Defense lawyers argued that Lisi should have given the jury instructions "delineating where problematic behavior left off and honest-services fraud might begin." They contended such instructions were required, citing a case in which the 1st Circuit said it wasn't enough to show that lobbyist F. William Sawyer lavished state lawmakers with meals, rounds of golf and other entertainment.

"The payment of a large bonus to an attorney whose partner was a legislator is not inherently illegal under the federal criminal law. It is, however, conduct which many people would find reprehensible," lawyers for Potter and Bucci wrote. "Hence, the need for safeguards which ensure that the jury will premise a guilty verdict solidly upon a finding beyond a reasonable doubt of a specific intent to deprive the public of the honest services of a politician, and not simply engaging in conduct which might present that risk."
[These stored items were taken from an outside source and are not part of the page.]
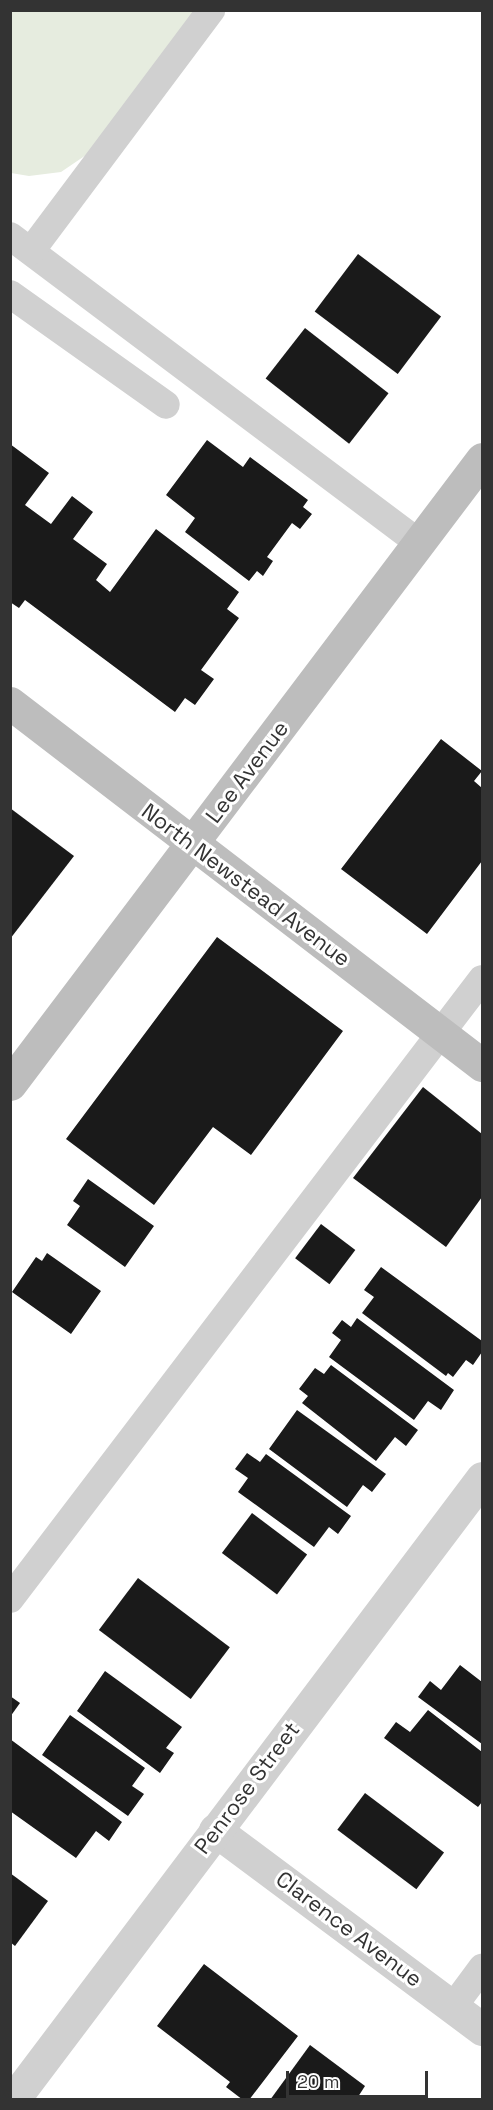 <!DOCTYPE html>
<html>
<head>
<meta charset="utf-8">
<style>
  body { margin:0 }
  #map { position:relative; width:493px; height:2110px; overflow:hidden; background:#fff; font-family:"Space Grotesk",sans-serif }
  div>[style] { position:absolute }
  .green>* { inset:0; background:#e6ecdf }
  .building>* { inset:0; background:#1a1a1a; transform-origin:0 0 }
  .lane>* { height:28px; margin:-14px; padding:0 14px; transform-origin:14px; border-radius:14px; background:#d0d0d0 }
  .street>* { height:33px; margin:-16.5px; padding:0 16.5px; transform-origin:16.5px; border-radius:16.5px; background:#d0d0d0 }
  .secondary>* { height:33px; margin:-16.5px; padding:0 16.5px; transform-origin:16.5px; border-radius:16.5px; background:#bdbdbd }
  span { translate:-50% -50%; white-space:nowrap; text-align:center; line-height:1.15; -webkit-text-stroke:6px #fff; paint-order:stroke }
  .street-label { font-size:22px; color:#333 }
  .frame { position:absolute; inset:0; border:12px solid #333; pointer-events:none }
  .scale { position:absolute; left:286px; top:2071px; width:142px; height:27px; box-sizing:border-box; border:3px solid #333; border-top:0; padding-left:8px; font-size:18px; line-height:21px; white-space:nowrap; color:#333; -webkit-text-stroke:4px #fff; paint-order:stroke }
</style>
</head>
<body>
<div id="map">
  <div class="green">
    <i style="clip-path:polygon(10px 11px,196px 11px,92px 151px,61px 172px,29px 176px,11px 173px)"></i>
  </div>
  <div class="building">
    <i style="left:358px;top:254px;width:104px;height:72px;rotate:37deg"></i>
    <i style="left:305px;top:328px;width:106px;height:64px;rotate:38deg"></i>
    <i style="clip-path:polygon(207px 440px,243px 467px,250px 457px,308px 500px,303px 507px,312px 514px,300px 529px,292px 523px,267px 557px,273px 561px,263px 576px,257px 571px,249px 581px,185px 532px,195px 518px,166px 495px)"></i>
    <i style="clip-path:polygon(10px 444px,49px 473px,25px 505px,51px 524px,72px 496px,93px 512px,73px 539px,107px 564px,96px 580px,110px 592px,156px 529px,239px 592px,227px 609px,239px 618px,201px 670px,214px 679px,195px 705px,185px 698px,175px 712px,25px 600px,19px 608px,10px 602px)"></i>
    <i style="clip-path:polygon(441px 739px,482px 771px,474px 781px,482px 788px,482px 861px,427px 934px,341px 869px)"></i>
    <i style="clip-path:polygon(10px 808px,74px 856px,10px 939px)"></i>
    <i style="clip-path:polygon(217px 937px,343px 1031px,251px 1155px,213px 1127px,154px 1205px,66px 1139px)"></i>
    <i style="clip-path:polygon(423px 1087px,482px 1134px,482px 1197px,446px 1247px,353px 1178px)"></i>
    <i style="clip-path:polygon(88px 1179px,154px 1226px,125px 1267px,67px 1225px,80px 1206px,73px 1201px)"></i>
    <i style="left:321px;top:1224px;width:43px;height:43px;rotate:37deg"></i>
    <i style="clip-path:polygon(47px 1253px,101px 1291px,71px 1334px,12px 1292px,36px 1257px,42px 1261px)"></i>
    <i style="clip-path:polygon(381px 1267px,482px 1341px,482px 1352px,473px 1365px,466px 1360px,453px 1377px,448px 1373px,446px 1376px,362px 1313px,374px 1297px,364px 1290px)"></i>
    <i style="clip-path:polygon(357px 1318px,454px 1390px,441px 1410px,428px 1401px,414px 1420px,329px 1357px,341px 1340px,332px 1333px,342px 1320px,351px 1327px)"></i>
    <i style="clip-path:polygon(331px 1365px,418px 1430px,406px 1446px,395px 1437px,376px 1461px,302px 1403px,308px 1396px,299px 1389px,315px 1368px,324px 1374px)"></i>
    <i style="clip-path:polygon(297px 1410px,386px 1474px,372px 1492px,363px 1485px,347px 1507px,269px 1449px)"></i>
    <i style="clip-path:polygon(247px 1453px,260px 1462px,266px 1454px,351px 1516px,338px 1534px,329px 1527px,314px 1547px,238px 1492px,248px 1478px,235px 1469px)"></i>
    <i style="left:252px;top:1513px;width:69px;height:50px;rotate:37deg"></i>
    <i style="left:138px;top:1578px;width:115px;height:65px;rotate:37deg"></i>
    <i style="clip-path:polygon(460px 1665px,482px 1682px,482px 1744px,418px 1697px,430px 1681px,441px 1690px)"></i>
    <i style="clip-path:polygon(105px 1671px,182px 1727px,166px 1748px,174px 1753px,160px 1773px,77px 1711px)"></i>
    <i style="clip-path:polygon(10px 1696px,20px 1703px,10px 1717px)"></i>
    <i style="clip-path:polygon(428px 1710px,482px 1752px,482px 1802px,478px 1807px,384px 1738px,396px 1722px,410px 1732px)"></i>
    <i style="clip-path:polygon(70px 1715px,145px 1768px,132px 1786px,144px 1794px,128px 1816px,42px 1755px)"></i>
    <i style="clip-path:polygon(10px 1739px,122px 1822px,109px 1841px,96px 1831px,76px 1858px,10px 1811px)"></i>
    <i style="left:365px;top:1793px;width:99px;height:46px;rotate:37deg"></i>
    <i style="clip-path:polygon(10px 1873px,48px 1901px,15px 1946px,10px 1942px)"></i>
    <i style="clip-path:polygon(204px 1964px,298px 2036px,249px 2100px,243px 2100px,226px 2087px,230px 2082px,157px 2026px)"></i>
    <i style="clip-path:polygon(310px 2045px,365px 2086px,356px 2100px,270px 2100px)"></i>
  </div>
  <div class="lane">
    <i style="left:10px;top:236px;width:511px;rotate:36.89deg"></i>
    <i style="left:31px;top:251px;width:301px;rotate:-53.2deg"></i>
    <i style="left:10px;top:294px;width:191px;rotate:35.4deg"></i>
    <i style="left:10px;top:1599px;width:779px;rotate:-52.72deg"></i>
    <i style="left:453px;top:2007px;width:49px;rotate:-53.4deg"></i>
  </div>
  <div class="street">
    <i style="left:215px;top:1830px;width:333px;rotate:36.7deg"></i>
    <i style="left:13px;top:2100px;width:779px;rotate:-52.98deg"></i>
  </div>
  <div class="secondary">
    <i style="left:10px;top:703px;width:595px;rotate:37.49deg"></i>
    <i style="left:10px;top:1084px;width:783px;rotate:-52.94deg"></i>
  </div>
  <div class="street-label">
    <span style="left:247px;top:772px;rotate:-53deg">Lee Avenue</span>
    <span style="left:246px;top:885px;rotate:37deg">North Newstead Avenue</span>
    <span style="left:247px;top:1788px;rotate:-53deg">Penrose Street</span>
    <span style="left:349px;top:1929px;rotate:37deg">Clarence Avenue</span>
  </div>
  <div class="frame"></div>
  <div class="scale">20 m</div>
</div>
</body>
</html>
But prosecutors said Lisi was right to reject the jury instructions proposed by the defense, and they said the Sawyer case is "light years apart" from the Lincoln Park case.

"This was not a case about a lobbyist cultivating relationships through lavish hospitality," prosecutors wrote. "Rather, as charged and proved, the case involved a planned quid pro quo of up to $4 million tied to concrete official action: approval of a specific number of coin-operated slot machines or VLTs within a specific time frame. In the absence of that action, the payments were to cease entirely."

Not only that, prosecutors wrote, "but both Bucci and Potter -- and particularly Bucci -- were clearly worried that the quo would not be achieved unless the quid were great enough."

Among other issues, defense lawyers argued that, "One gaping hole in the government's case was the dearth of evidence either that John Harwood had any relevant power, or that he would have accepted a payment had it ever been offered."

Defense lawyers said prosecutors "attempted to fill this hole with an inflammatory anti-Harwood editorial from The Providence Journal. This editorial claimed that Mr. Harwood was the 'Ocean State Emperor' who had power to make unspecified things happen in back rooms, out of public sight."

Prosecutors contended that, "the precise nature and extent of Harwood's actual influence is irrelevant. What matters is that defendants plainly anticipated that obtaining his influence would be money very well spent."

Bucci had sent the editorial to Potter along with margin notes saying: "The editorial points to several impt. facts, especially John Harwood's power and influence."

Prosecutors noted Lisi told the jury that the editorial could only be used in assessing the defendants' intent and not the truth of its contents. Also, prosecutors said, "there is no basis for concluding that the jury would have reached a different verdict had the article been redacted."